### [Exercise description]
In your copy, leave out the pictures and repeat every record exactly.

### [Records for the task]
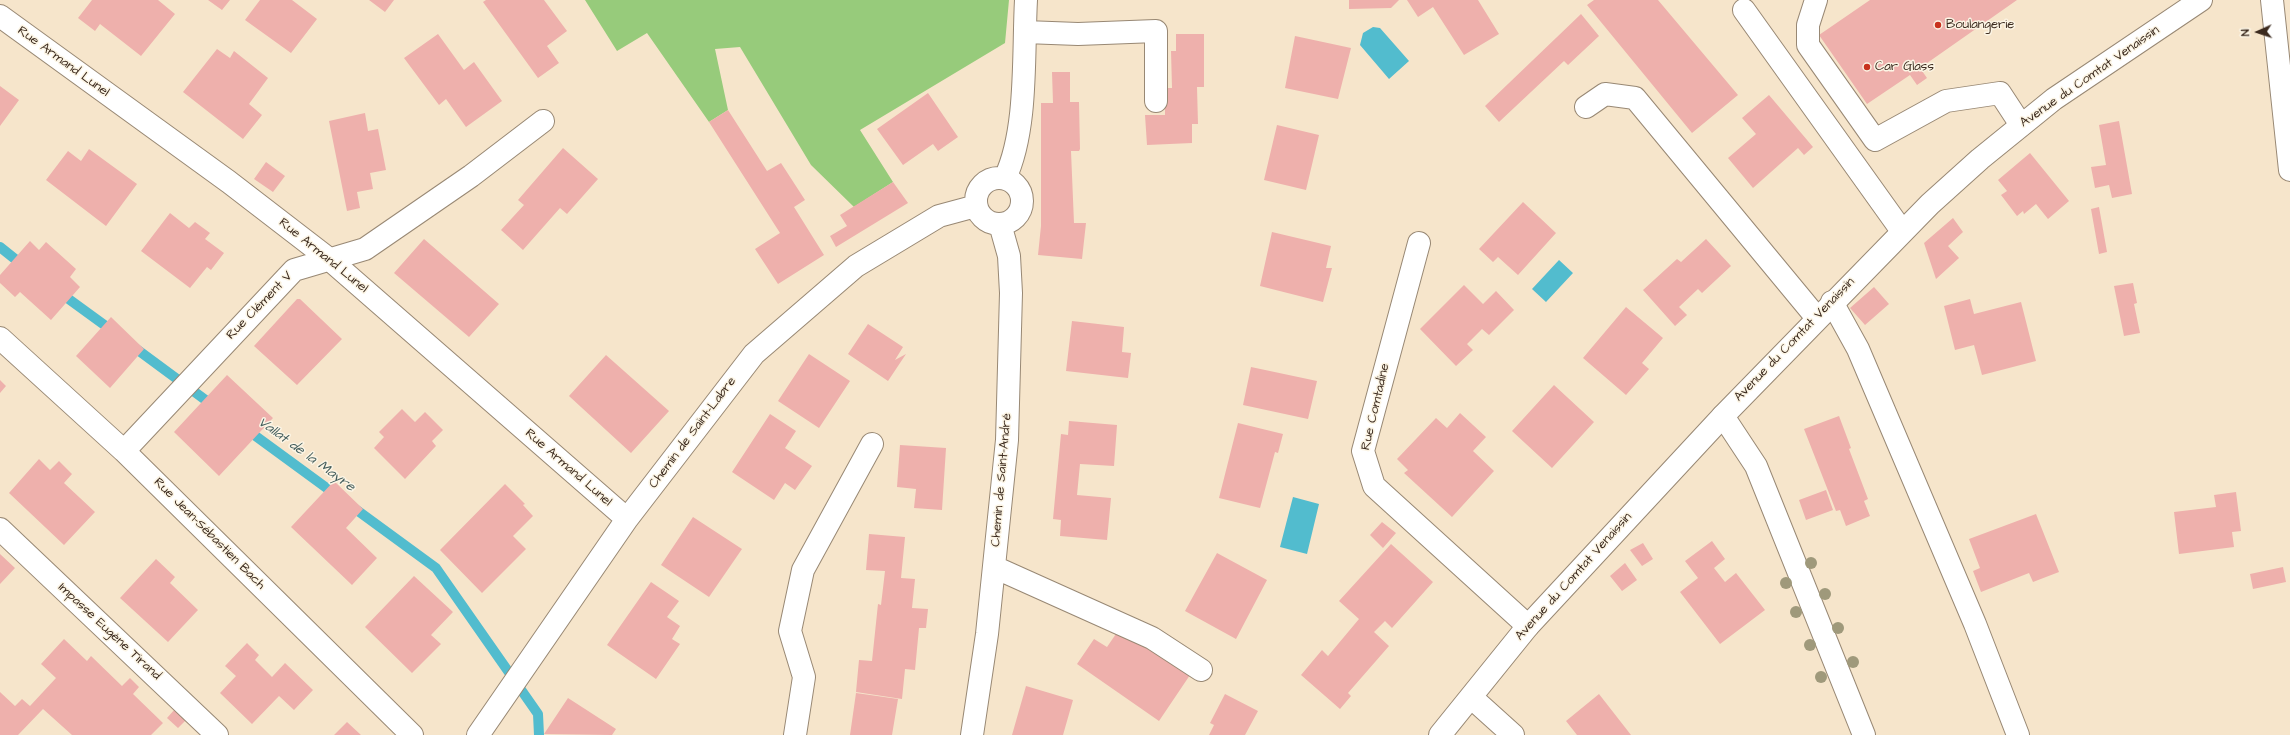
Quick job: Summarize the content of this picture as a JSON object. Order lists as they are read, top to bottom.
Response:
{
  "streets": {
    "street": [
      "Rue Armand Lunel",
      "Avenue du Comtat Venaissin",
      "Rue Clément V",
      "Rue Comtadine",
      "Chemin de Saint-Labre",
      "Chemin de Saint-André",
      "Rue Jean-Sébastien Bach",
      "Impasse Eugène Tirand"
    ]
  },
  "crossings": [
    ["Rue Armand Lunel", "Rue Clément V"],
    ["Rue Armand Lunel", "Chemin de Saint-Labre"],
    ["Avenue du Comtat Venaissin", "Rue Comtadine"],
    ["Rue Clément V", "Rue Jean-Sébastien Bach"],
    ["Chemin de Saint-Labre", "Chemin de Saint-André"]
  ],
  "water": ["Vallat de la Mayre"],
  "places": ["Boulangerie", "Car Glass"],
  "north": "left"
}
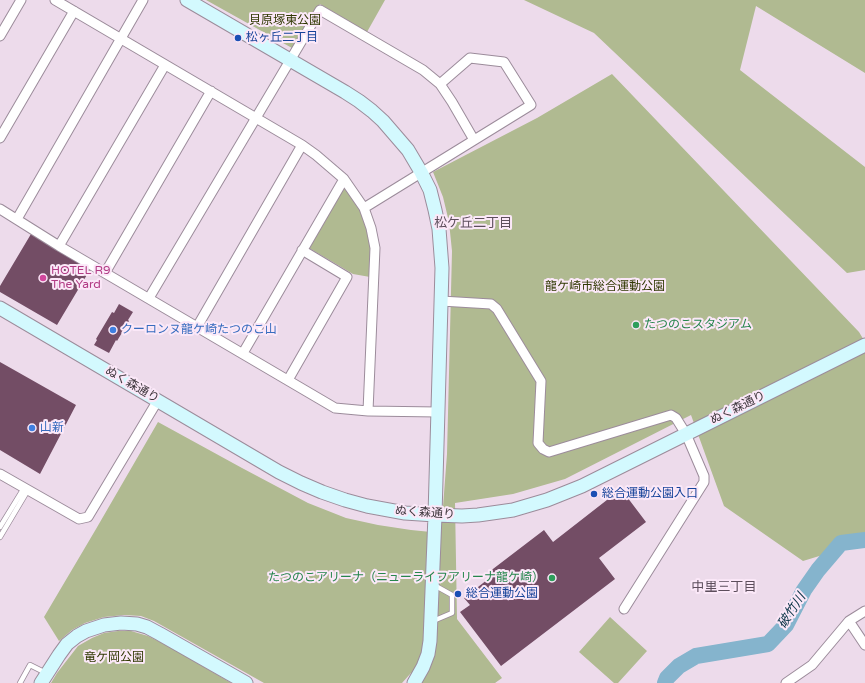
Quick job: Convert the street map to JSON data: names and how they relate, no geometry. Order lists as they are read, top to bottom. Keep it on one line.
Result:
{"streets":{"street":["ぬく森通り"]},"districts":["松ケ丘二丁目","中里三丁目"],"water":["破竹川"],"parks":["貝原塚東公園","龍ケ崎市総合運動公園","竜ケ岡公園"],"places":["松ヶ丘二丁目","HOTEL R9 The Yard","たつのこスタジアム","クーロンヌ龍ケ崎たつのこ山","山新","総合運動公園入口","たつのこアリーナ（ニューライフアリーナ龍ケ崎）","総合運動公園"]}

### [Answer box]
Quick job: Summarize the content of this picture as a JSON object. Order lists as they are read, top to bottom.
Response:
{
  "streets": {
    "street": [
      "Rue Armand Lunel",
      "Avenue du Comtat Venaissin",
      "Rue Clément V",
      "Rue Comtadine",
      "Chemin de Saint-Labre",
      "Chemin de Saint-André",
      "Rue Jean-Sébastien Bach",
      "Impasse Eugène Tirand"
    ]
  },
  "crossings": [
    ["Rue Armand Lunel", "Rue Clément V"],
    ["Rue Armand Lunel", "Chemin de Saint-Labre"],
    ["Avenue du Comtat Venaissin", "Rue Comtadine"],
    ["Rue Clément V", "Rue Jean-Sébastien Bach"],
    ["Chemin de Saint-Labre", "Chemin de Saint-André"]
  ],
  "water": ["Vallat de la Mayre"],
  "places": ["Boulangerie", "Car Glass"],
  "north": "left"
}
Quick job: Convert the street map to JSON data: names and how they relate, no geometry. Order lists as they are read, top to bottom. Keep it on one line.
Result:
{"streets":{"street":["ぬく森通り"]},"districts":["松ケ丘二丁目","中里三丁目"],"water":["破竹川"],"parks":["貝原塚東公園","龍ケ崎市総合運動公園","竜ケ岡公園"],"places":["松ヶ丘二丁目","HOTEL R9 The Yard","たつのこスタジアム","クーロンヌ龍ケ崎たつのこ山","山新","総合運動公園入口","たつのこアリーナ（ニューライフアリーナ龍ケ崎）","総合運動公園"]}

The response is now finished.